## Prompt:
Without any pictures, restate the full set of records below exactly.

## Dataset extract:
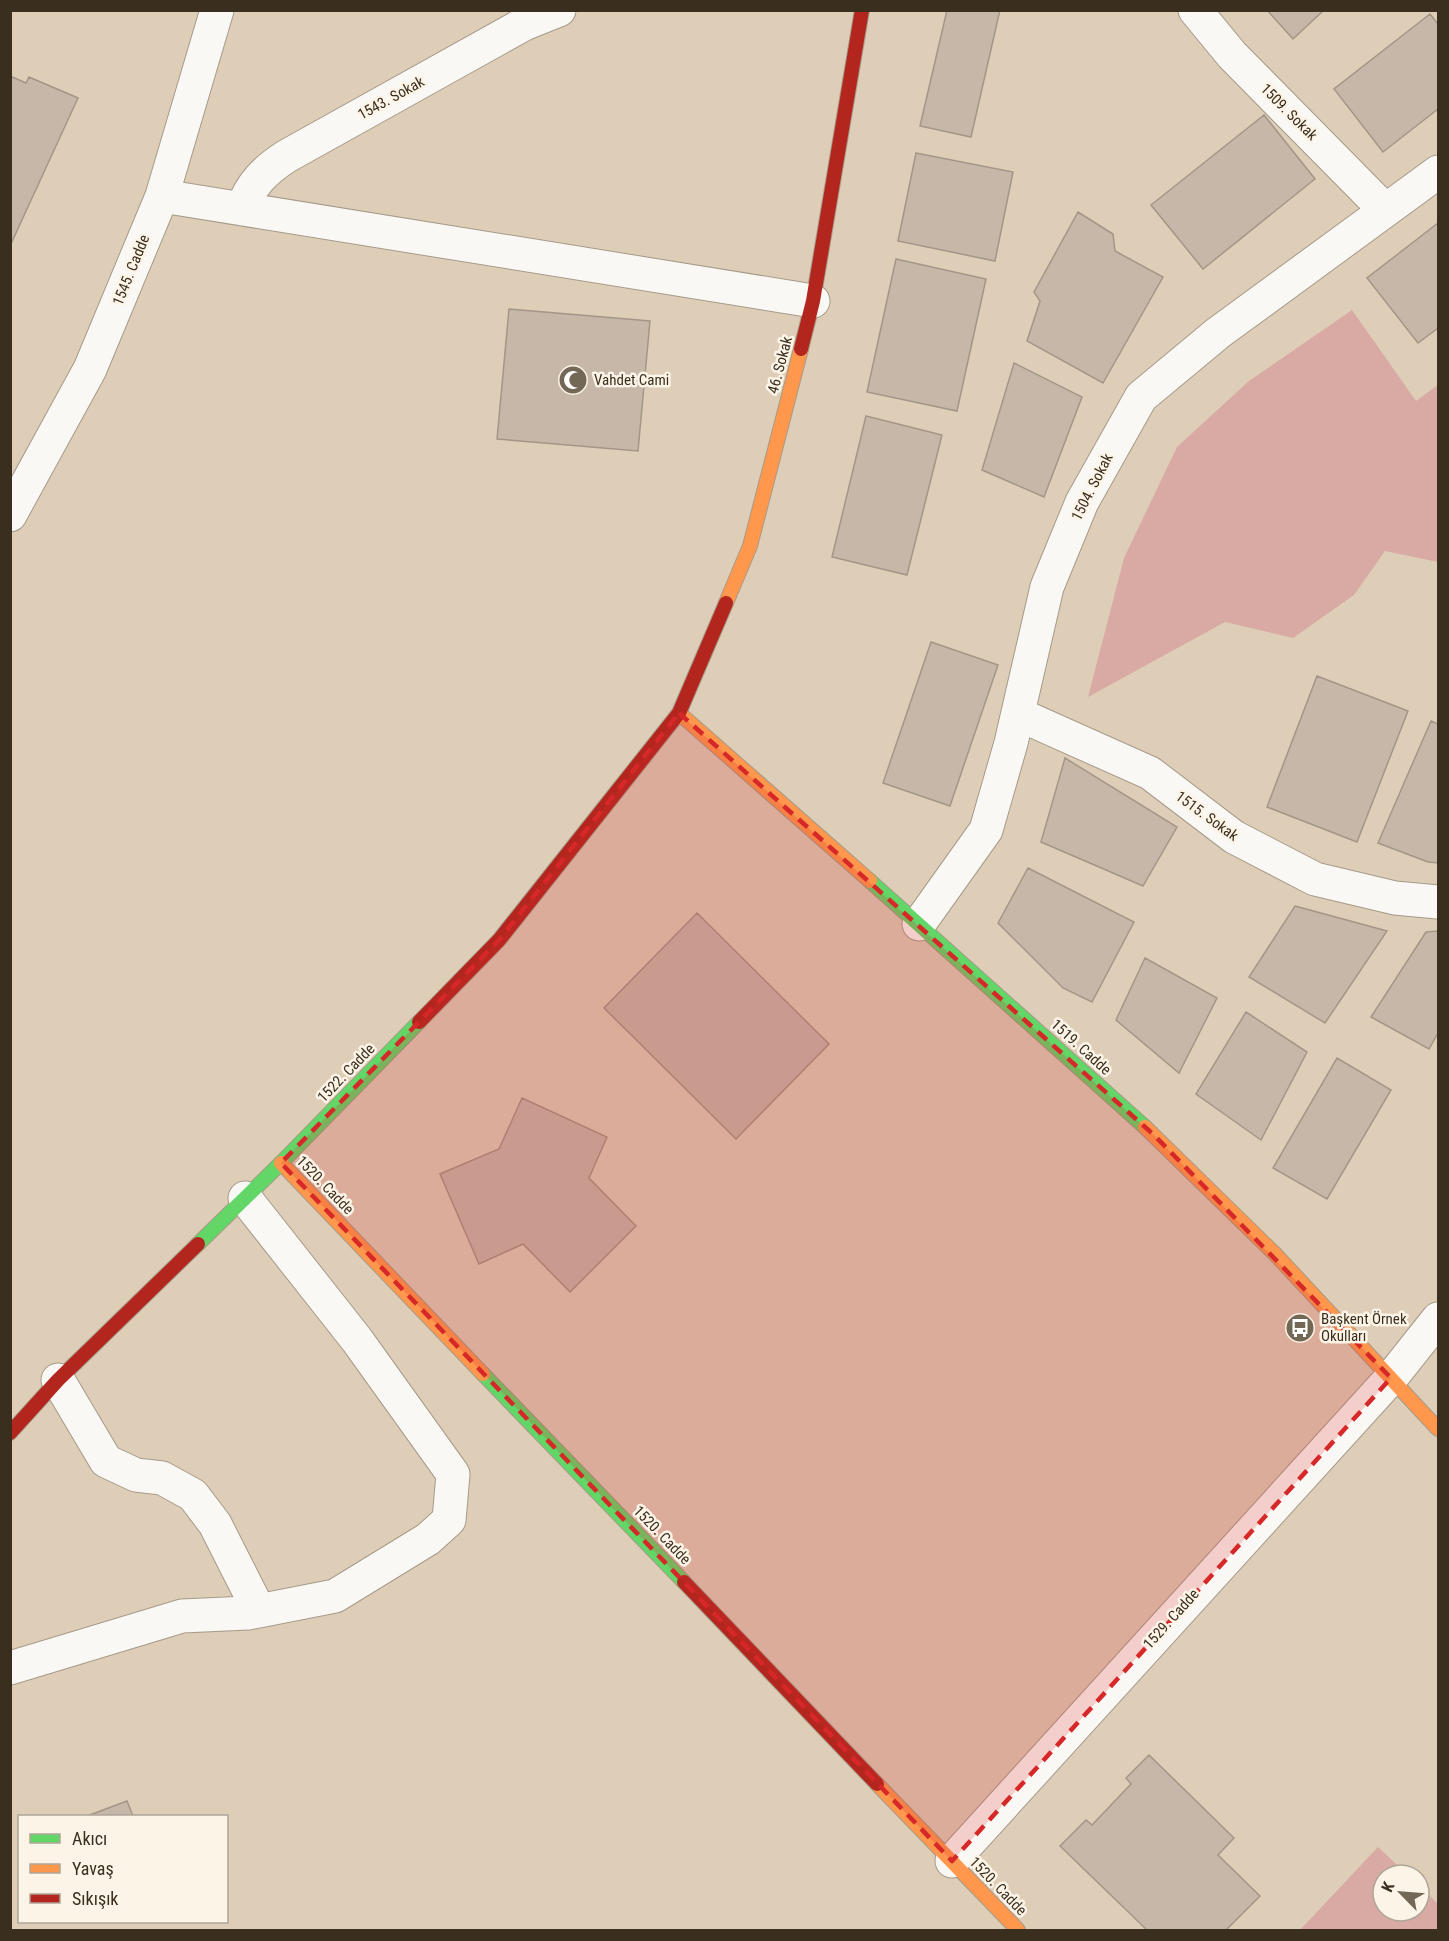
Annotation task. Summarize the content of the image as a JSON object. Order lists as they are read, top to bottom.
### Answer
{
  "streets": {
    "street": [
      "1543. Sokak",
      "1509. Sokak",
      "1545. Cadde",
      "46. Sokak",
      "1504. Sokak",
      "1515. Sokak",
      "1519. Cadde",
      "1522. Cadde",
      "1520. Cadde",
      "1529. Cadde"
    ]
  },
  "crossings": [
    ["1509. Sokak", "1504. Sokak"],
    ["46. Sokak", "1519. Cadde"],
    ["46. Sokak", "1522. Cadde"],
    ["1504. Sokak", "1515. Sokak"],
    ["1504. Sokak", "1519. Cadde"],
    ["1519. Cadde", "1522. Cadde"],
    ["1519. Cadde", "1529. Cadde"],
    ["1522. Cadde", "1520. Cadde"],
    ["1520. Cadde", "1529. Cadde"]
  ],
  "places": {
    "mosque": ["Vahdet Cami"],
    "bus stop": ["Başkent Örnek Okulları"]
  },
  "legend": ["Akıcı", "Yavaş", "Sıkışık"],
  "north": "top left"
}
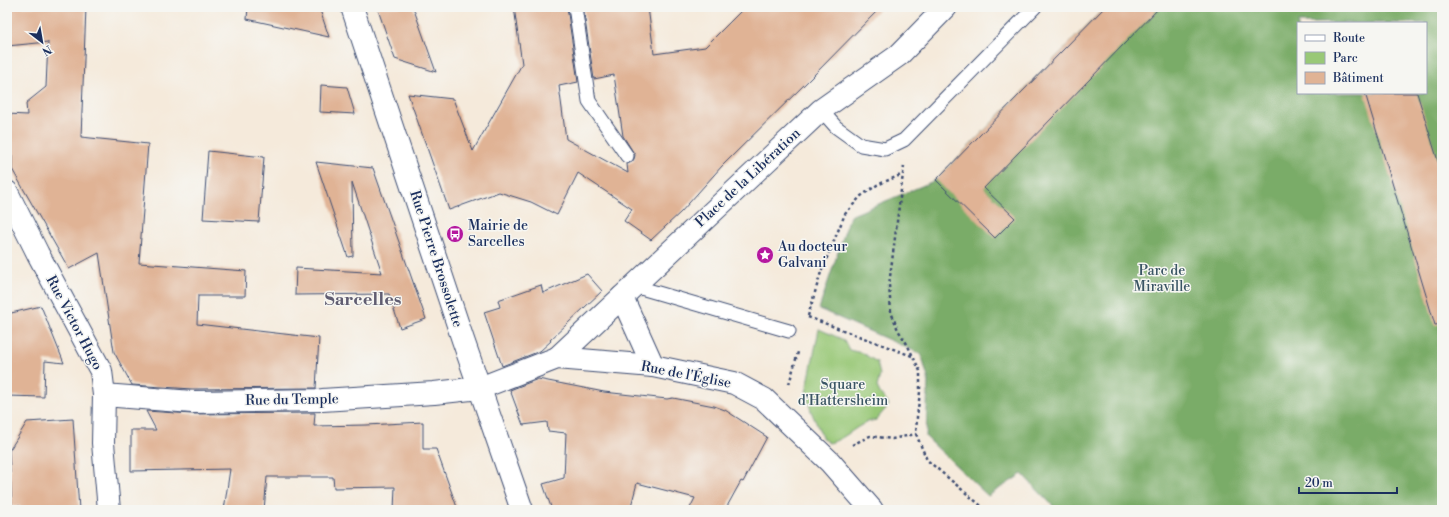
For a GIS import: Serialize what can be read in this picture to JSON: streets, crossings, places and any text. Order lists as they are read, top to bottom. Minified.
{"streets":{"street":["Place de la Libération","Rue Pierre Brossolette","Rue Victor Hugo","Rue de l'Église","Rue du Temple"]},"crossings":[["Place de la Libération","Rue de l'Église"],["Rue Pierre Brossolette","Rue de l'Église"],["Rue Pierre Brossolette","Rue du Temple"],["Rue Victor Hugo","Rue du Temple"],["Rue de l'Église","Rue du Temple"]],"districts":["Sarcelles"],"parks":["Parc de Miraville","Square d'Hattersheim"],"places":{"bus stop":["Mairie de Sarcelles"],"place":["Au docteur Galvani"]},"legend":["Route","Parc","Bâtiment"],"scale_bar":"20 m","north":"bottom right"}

## Solution to this exercise:
Annotation task. Summarize the content of the image as a JSON object. Order lists as they are read, top to bottom.
### Answer
{
  "streets": {
    "street": [
      "1543. Sokak",
      "1509. Sokak",
      "1545. Cadde",
      "46. Sokak",
      "1504. Sokak",
      "1515. Sokak",
      "1519. Cadde",
      "1522. Cadde",
      "1520. Cadde",
      "1529. Cadde"
    ]
  },
  "crossings": [
    ["1509. Sokak", "1504. Sokak"],
    ["46. Sokak", "1519. Cadde"],
    ["46. Sokak", "1522. Cadde"],
    ["1504. Sokak", "1515. Sokak"],
    ["1504. Sokak", "1519. Cadde"],
    ["1519. Cadde", "1522. Cadde"],
    ["1519. Cadde", "1529. Cadde"],
    ["1522. Cadde", "1520. Cadde"],
    ["1520. Cadde", "1529. Cadde"]
  ],
  "places": {
    "mosque": ["Vahdet Cami"],
    "bus stop": ["Başkent Örnek Okulları"]
  },
  "legend": ["Akıcı", "Yavaş", "Sıkışık"],
  "north": "top left"
}
For a GIS import: Serialize what can be read in this picture to JSON: streets, crossings, places and any text. Order lists as they are read, top to bottom. Minified.
{"streets":{"street":["Place de la Libération","Rue Pierre Brossolette","Rue Victor Hugo","Rue de l'Église","Rue du Temple"]},"crossings":[["Place de la Libération","Rue de l'Église"],["Rue Pierre Brossolette","Rue de l'Église"],["Rue Pierre Brossolette","Rue du Temple"],["Rue Victor Hugo","Rue du Temple"],["Rue de l'Église","Rue du Temple"]],"districts":["Sarcelles"],"parks":["Parc de Miraville","Square d'Hattersheim"],"places":{"bus stop":["Mairie de Sarcelles"],"place":["Au docteur Galvani"]},"legend":["Route","Parc","Bâtiment"],"scale_bar":"20 m","north":"bottom right"}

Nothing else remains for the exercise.